WHAT THIS TASK INVOLVES:
Bring together all lines of the material below that contain the string "buttons".
------------------------------------------------------------------------
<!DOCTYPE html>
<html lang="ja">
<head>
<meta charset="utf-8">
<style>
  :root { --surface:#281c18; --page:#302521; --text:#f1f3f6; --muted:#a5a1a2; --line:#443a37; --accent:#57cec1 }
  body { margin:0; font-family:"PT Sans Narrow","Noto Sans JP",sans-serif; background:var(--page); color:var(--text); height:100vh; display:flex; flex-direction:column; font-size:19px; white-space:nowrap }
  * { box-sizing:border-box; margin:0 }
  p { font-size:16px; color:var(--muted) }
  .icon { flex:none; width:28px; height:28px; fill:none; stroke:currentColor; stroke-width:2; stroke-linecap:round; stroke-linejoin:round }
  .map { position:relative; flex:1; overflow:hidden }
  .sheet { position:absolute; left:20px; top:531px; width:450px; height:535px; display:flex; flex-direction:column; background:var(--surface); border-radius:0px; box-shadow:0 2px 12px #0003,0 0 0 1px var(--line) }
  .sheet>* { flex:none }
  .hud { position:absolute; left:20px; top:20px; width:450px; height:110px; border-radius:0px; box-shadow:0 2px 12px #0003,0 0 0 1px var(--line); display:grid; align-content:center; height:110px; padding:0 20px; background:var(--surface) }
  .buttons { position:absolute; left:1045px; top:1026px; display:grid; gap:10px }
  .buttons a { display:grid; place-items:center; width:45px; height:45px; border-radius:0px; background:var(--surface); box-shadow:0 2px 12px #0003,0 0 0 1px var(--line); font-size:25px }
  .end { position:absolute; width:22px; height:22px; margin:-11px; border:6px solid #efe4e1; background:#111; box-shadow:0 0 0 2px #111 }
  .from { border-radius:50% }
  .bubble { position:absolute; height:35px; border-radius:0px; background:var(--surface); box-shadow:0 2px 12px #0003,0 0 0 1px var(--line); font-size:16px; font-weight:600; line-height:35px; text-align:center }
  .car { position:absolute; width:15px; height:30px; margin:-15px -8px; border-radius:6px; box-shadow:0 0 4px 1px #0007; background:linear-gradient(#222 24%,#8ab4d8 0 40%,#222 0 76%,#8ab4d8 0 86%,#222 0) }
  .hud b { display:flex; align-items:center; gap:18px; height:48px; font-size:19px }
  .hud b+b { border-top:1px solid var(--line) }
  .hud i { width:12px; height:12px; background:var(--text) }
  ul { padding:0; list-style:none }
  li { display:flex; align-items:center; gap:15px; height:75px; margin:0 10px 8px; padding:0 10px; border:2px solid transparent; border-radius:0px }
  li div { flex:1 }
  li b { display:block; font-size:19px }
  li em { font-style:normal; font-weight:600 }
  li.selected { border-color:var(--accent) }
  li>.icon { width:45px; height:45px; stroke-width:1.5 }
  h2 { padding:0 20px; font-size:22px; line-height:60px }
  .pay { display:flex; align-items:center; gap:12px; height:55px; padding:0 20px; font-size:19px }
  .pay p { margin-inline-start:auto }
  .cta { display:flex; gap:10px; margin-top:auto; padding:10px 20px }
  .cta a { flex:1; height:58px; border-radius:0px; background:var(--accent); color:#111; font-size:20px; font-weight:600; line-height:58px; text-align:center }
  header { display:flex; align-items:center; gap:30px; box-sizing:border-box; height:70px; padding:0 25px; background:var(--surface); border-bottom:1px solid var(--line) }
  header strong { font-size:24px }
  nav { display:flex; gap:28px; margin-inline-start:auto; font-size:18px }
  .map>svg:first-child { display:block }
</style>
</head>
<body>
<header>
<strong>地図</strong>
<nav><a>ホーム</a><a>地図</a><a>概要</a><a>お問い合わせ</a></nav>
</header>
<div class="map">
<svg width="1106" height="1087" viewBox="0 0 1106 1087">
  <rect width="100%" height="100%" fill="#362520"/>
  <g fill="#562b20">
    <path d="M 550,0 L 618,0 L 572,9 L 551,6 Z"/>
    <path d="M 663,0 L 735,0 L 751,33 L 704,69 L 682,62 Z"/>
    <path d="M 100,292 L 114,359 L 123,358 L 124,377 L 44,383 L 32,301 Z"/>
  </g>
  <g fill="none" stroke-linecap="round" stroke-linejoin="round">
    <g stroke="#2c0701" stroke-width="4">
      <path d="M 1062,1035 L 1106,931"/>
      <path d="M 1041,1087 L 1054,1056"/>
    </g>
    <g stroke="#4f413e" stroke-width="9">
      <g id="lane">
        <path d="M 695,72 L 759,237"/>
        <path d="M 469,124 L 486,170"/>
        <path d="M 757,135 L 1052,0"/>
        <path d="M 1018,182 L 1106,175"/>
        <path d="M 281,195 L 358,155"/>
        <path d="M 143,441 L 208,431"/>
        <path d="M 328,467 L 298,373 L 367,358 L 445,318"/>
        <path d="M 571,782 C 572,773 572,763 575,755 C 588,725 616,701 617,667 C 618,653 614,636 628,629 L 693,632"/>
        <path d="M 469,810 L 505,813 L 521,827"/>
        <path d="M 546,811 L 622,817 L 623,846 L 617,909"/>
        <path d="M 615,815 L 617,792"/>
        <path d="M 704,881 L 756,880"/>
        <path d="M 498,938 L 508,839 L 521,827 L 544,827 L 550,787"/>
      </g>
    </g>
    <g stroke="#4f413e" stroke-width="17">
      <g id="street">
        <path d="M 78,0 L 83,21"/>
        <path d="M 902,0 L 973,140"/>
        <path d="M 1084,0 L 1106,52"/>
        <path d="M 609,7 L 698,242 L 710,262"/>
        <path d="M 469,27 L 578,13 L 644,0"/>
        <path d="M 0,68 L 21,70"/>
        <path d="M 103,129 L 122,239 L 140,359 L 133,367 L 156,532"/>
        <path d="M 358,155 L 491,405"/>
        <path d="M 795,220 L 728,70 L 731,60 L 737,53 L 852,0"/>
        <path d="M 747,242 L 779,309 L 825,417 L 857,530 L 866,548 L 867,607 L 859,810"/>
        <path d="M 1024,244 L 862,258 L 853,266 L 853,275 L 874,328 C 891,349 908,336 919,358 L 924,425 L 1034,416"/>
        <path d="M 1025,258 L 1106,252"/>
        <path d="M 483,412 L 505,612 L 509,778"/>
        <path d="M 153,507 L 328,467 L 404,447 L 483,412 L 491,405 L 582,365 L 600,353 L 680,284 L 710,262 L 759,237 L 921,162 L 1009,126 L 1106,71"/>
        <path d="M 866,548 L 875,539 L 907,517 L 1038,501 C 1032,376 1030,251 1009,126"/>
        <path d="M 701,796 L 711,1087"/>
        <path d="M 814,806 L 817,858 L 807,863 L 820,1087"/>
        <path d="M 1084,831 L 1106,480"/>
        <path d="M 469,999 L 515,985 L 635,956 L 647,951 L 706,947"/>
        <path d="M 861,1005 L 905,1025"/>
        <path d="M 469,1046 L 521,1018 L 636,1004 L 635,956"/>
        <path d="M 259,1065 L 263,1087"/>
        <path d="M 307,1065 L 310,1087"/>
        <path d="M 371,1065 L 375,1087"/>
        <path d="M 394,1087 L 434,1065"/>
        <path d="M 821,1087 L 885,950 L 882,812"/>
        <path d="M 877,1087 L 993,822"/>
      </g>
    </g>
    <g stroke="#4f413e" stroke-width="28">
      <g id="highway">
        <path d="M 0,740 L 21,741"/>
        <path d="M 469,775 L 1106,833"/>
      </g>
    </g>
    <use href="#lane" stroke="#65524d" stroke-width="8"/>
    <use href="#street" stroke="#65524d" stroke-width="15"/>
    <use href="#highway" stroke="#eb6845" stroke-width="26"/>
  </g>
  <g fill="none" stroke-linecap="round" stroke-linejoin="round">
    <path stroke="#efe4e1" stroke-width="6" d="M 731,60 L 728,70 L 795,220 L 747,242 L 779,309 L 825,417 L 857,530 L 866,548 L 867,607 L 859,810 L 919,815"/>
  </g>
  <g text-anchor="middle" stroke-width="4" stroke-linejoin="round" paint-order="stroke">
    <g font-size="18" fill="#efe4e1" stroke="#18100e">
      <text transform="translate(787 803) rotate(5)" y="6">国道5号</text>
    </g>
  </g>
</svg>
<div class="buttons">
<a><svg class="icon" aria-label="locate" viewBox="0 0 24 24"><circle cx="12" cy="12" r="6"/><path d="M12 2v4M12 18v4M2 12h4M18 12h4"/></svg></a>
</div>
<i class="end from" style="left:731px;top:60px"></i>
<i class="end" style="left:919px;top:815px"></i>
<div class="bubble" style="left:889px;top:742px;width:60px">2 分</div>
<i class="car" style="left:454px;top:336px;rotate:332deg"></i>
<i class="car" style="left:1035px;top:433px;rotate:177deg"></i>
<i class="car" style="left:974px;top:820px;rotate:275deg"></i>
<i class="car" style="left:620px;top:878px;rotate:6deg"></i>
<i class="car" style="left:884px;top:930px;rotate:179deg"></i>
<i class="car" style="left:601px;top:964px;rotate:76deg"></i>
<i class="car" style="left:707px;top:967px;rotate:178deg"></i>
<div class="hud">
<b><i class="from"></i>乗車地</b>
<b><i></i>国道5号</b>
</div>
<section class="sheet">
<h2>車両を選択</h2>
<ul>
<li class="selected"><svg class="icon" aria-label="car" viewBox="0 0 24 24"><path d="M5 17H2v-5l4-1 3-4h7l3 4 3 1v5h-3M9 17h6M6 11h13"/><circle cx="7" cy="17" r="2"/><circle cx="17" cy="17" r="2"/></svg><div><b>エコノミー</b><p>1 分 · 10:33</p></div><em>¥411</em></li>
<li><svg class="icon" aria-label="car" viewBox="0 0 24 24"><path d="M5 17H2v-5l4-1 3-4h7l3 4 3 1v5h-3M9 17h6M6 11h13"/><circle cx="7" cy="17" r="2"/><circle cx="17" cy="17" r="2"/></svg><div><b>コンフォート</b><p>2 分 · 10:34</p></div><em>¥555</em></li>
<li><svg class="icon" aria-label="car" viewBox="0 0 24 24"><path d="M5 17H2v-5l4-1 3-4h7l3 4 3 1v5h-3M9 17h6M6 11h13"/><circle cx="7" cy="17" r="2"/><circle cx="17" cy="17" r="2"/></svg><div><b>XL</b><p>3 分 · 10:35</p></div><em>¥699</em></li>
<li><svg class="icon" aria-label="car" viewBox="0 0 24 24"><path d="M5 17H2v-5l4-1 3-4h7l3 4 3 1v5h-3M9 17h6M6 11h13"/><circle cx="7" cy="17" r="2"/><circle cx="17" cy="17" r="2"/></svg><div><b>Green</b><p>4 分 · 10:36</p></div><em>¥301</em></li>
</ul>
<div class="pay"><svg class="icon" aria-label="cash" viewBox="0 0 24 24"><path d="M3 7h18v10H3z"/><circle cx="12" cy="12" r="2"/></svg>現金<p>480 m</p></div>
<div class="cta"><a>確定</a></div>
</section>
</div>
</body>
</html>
------------------------------------------------------------------------
WRITTEN SOLUTION:
  .buttons { position:absolute; left:1045px; top:1026px; display:grid; gap:10px }
  .buttons a { display:grid; place-items:center; width:45px; height:45px; border-radius:0px; background:var(--surface); box-shadow:0 2px 12px #0003,0 0 0 1px var(--line); font-size:25px }
<div class="buttons">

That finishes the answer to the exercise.